The film is so completely and utterly scatterbrained that it's hard to keep track of the major events and their supposed order — even the leading lady picks up a trusty Crayola marker at one point and doodles her own timeline in an effort to grasp some logical flow. The will to be everything at once — but succeeding in few of its endeavors — adds to the film's list of misfortunes.
Its attempt at the psychologically thrilling translates to adding hair-raising music to increase suspense. But here's a tip: The whole violins and screeching strings soundtrack doesn't boost a film's shock factor when added to mundane scenes where people are munching on a bowl of Special K, or (gasp!) taking the linens off a clothesline. When the whole thriller bit is played out, the film also dabbles in some religious themes, as Linda visits a random priest for spiritual guidance and he tells her to fight for what is most important in her life.

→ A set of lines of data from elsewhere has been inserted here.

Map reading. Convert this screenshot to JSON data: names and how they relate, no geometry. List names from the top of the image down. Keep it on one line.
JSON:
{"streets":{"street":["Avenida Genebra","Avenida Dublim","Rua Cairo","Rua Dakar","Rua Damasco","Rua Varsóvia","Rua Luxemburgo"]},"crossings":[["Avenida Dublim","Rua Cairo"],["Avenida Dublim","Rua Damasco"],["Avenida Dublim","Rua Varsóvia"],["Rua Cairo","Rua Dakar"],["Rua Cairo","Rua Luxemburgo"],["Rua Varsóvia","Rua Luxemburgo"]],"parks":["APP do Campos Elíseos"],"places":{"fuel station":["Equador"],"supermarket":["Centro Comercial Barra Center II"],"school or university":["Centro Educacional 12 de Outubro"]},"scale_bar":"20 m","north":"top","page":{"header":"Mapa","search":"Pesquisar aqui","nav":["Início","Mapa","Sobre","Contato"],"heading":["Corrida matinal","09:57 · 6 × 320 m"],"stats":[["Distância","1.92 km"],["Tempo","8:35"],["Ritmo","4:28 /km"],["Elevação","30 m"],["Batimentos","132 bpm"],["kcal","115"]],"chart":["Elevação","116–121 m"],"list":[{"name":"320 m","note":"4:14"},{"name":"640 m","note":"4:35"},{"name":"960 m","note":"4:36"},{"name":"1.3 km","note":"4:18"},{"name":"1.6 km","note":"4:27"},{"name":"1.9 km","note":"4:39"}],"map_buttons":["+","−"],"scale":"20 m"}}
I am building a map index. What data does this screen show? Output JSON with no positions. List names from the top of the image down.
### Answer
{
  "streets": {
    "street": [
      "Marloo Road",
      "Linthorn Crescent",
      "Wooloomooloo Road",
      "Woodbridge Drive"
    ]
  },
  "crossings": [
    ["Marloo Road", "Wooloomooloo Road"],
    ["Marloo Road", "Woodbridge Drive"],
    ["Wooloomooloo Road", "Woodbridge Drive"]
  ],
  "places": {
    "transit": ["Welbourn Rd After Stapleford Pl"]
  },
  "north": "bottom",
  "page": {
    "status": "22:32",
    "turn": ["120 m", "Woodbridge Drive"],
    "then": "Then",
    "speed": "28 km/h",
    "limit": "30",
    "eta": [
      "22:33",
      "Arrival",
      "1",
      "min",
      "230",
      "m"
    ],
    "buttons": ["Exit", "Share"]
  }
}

In a last ditch effort, "Premonition" attempts to grip audience members with a touch of the dramatic. This basically equates to extreme close-ups of Sandra Bullock's face — which definitely pushes the grief factor to new limits, as viewing the female eyes and inner nostril at a six-inch radius increases the strength of emotions conveyed ten-fold. These ends would have been better met by encouraging some actual feelings from the lead cast members.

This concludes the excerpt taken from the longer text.